Cushman & Wakefield pone el foco en los costes logísticos del transporte de última milla

La congestión de las zonas urbanas representa un coste anual de 100.000 millones de euros para los países de la Unión Europea (UE) y tiene un efecto adverso sobre los costes logísticos. Según se desprende del estudio “Last Link: Quantifying the cost” de Cushman & Wakefield, la reducción de diez minutos en los tiempos de entrega al consumidor de paquetería de e-commerce ahorraría un millón de euros anuales a cada centro de distribución.

Esto se logra con centros de distribución logística situados dentro de las ciudades más congestionadas.

El transporte de última milla representa más del 50% de los costes logísticos, según Cushman & Wakefield

El coste más relevante de la cadena logística del e-commerce corresponde al transporte de última milla (“last link” o último eslabón, como se denomina en el informe). Éste representa el 50,3% del gasto total de este capítulo, por encima de partidas como el mantenimiento de inventarios (21,8%); los recursos humanos (9,5%); el servicio al cliente (7,8%), o las rentas de los alquileres (4,3%).

El coste del último eslabón de la cadena logística -que incluye los salarios de los conductores, el carburante y las furgonetas empleadas- es clave para el nuevo modelo de e-commerce, ya que representa más de la mitad del gasto en esta partida.

Entre sus principales ineficiencias, el estudio de Cushman & Wakefield destaca los errores de los primeros intentos de entrega al cliente final, la falta de optimización del espacio en las furgonetas y de las rutas de entrega, así como los costes asociados a las devoluciones de mercancía.

Para calcular el coste del último eslabón logístico, Cushman & Wakefield ha desarrollado junto a P3 Logistic Parks el “Total Last Link Cost” o “TLLC Model”. Este modelo analítico, que tiene en cuenta todas las variables que influyen en el gasto, demuestra que la incorporación de instalaciones de última milla a la cadena logística del e-commerce ahorra costes a las empresas, sobre todo en aquellas ciudades más congestionadas.

Situación en Madrid

En el caso de Madrid, el estudio estima que las ventas on-line en España crecen a un ritmo anual del 20%, superior al registrado en otros mercados más maduros. Además, detalla que las rentas de los centros logísticos situados en zonas urbanas de la capital española son entre un 30% y un 100% superiores a las que se registran aquellos situados fuera de las ciudades.
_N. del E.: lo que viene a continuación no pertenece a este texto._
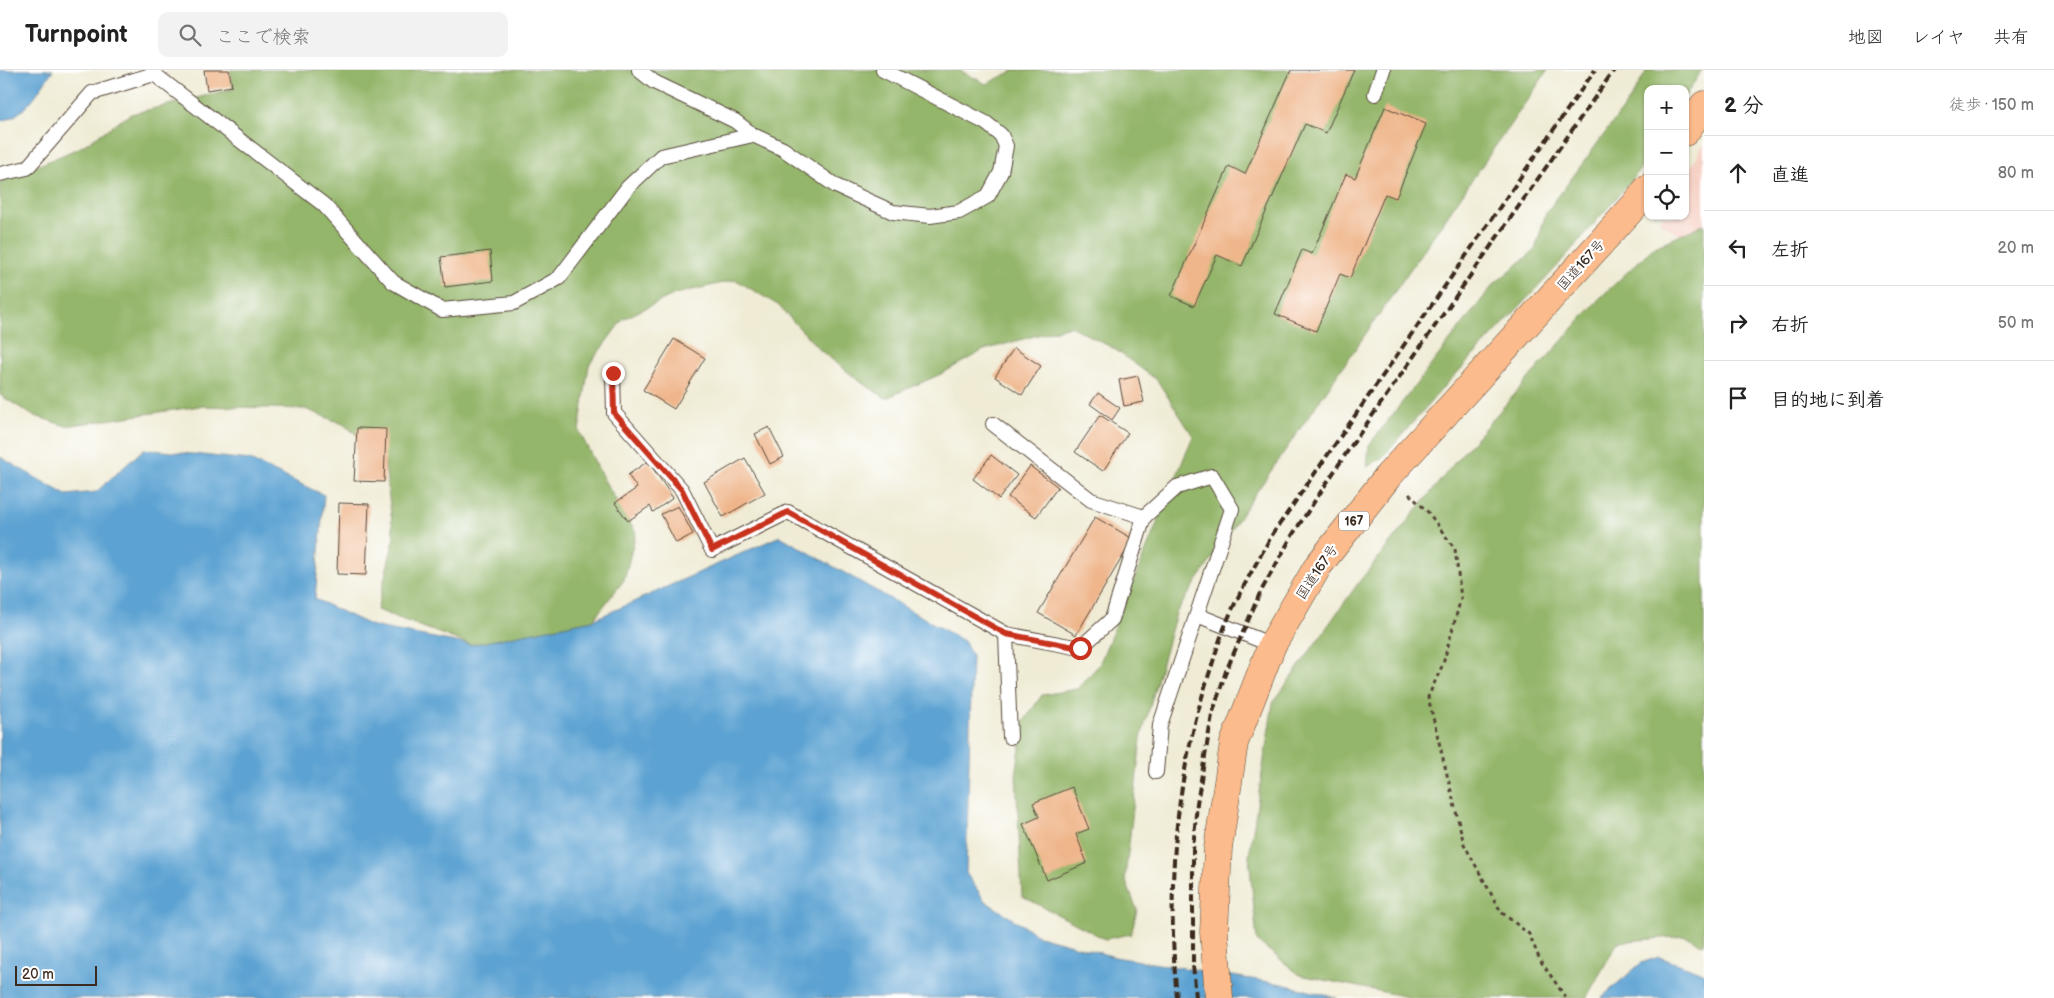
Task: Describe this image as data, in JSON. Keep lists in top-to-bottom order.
{
  "streets": {
    "highway": ["国道167号", "167"]
  },
  "scale_bar": "20 m",
  "page": {
    "header": "Turnpoint",
    "search": "ここで検索",
    "nav": ["地図", "レイヤ", "共有"],
    "heading": ["2 分", "徒歩 · 150 m"],
    "map_buttons": ["+", "−"],
    "list": [
      ["直進", "80 m"],
      ["左折", "20 m"],
      ["右折", "50 m"],
      "目的地に到着"
    ],
    "scale": "20 m"
  }
}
No obstante, son más bajas que las que se abonan en ciudades como París o Londres, lo que indica cierto recorrido al alza.
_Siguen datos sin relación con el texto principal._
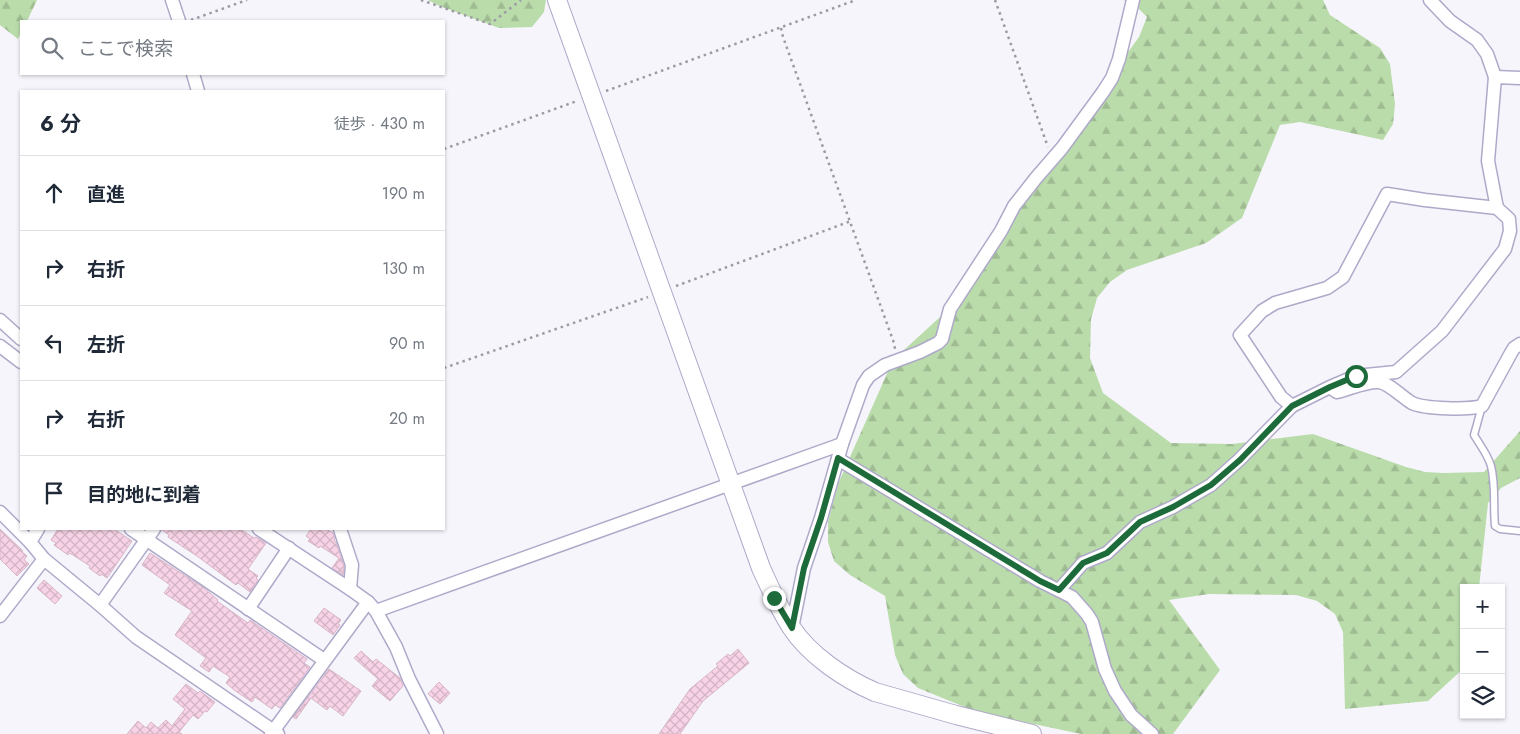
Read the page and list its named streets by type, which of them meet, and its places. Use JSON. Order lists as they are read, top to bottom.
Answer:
{
  "page": {
    "search": "ここで検索",
    "heading": ["6 分", "徒歩 · 430 m"],
    "list": [
      ["直進", "190 m"],
      ["右折", "130 m"],
      ["左折", "90 m"],
      ["右折", "20 m"],
      "目的地に到着"
    ],
    "map_buttons": ["+", "−"]
  }
}
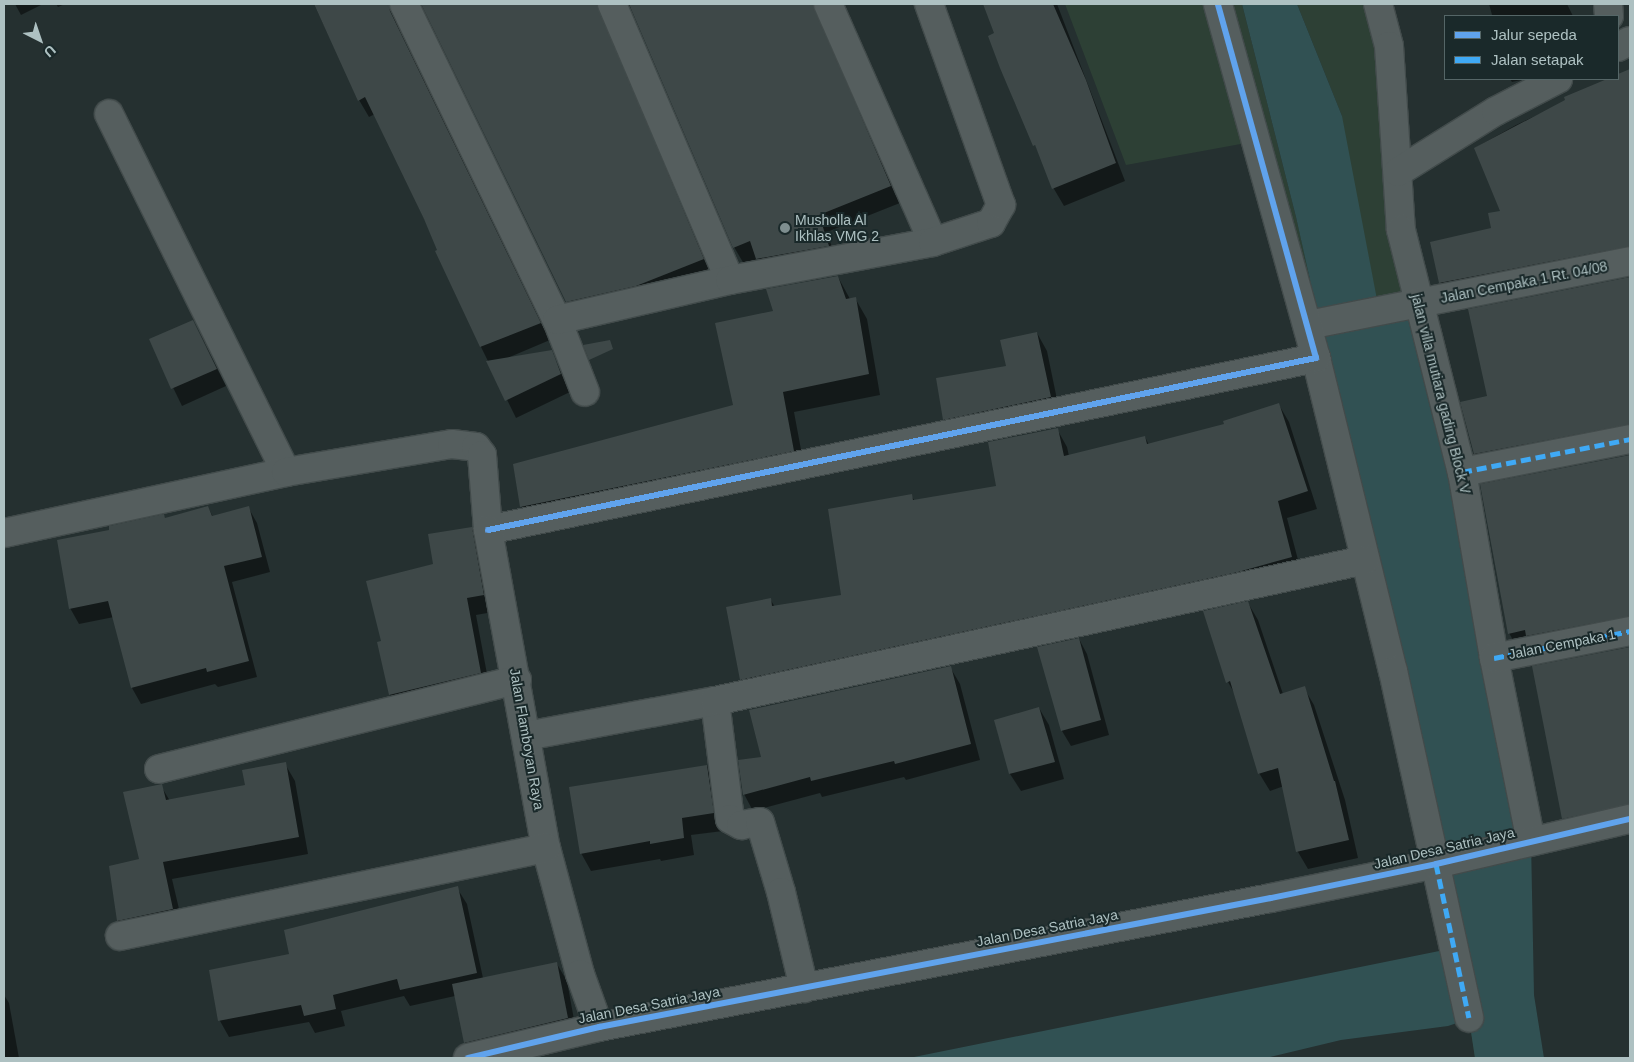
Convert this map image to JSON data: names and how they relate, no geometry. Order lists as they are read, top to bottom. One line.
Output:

El informe de Cushman & Wakefield concluye que reducir el último eslabón -tiempo de entrega al consumidor- hasta un máximo de 30 minutos es crítico para las empresas de e-commerce. Esta medida, que se logra con la instalación de centros logísticos urbanos, reduce costes de transporte (desde el 50,3% actual hasta el 32%, concretamente) y aumenta la satisfacción de los clientes.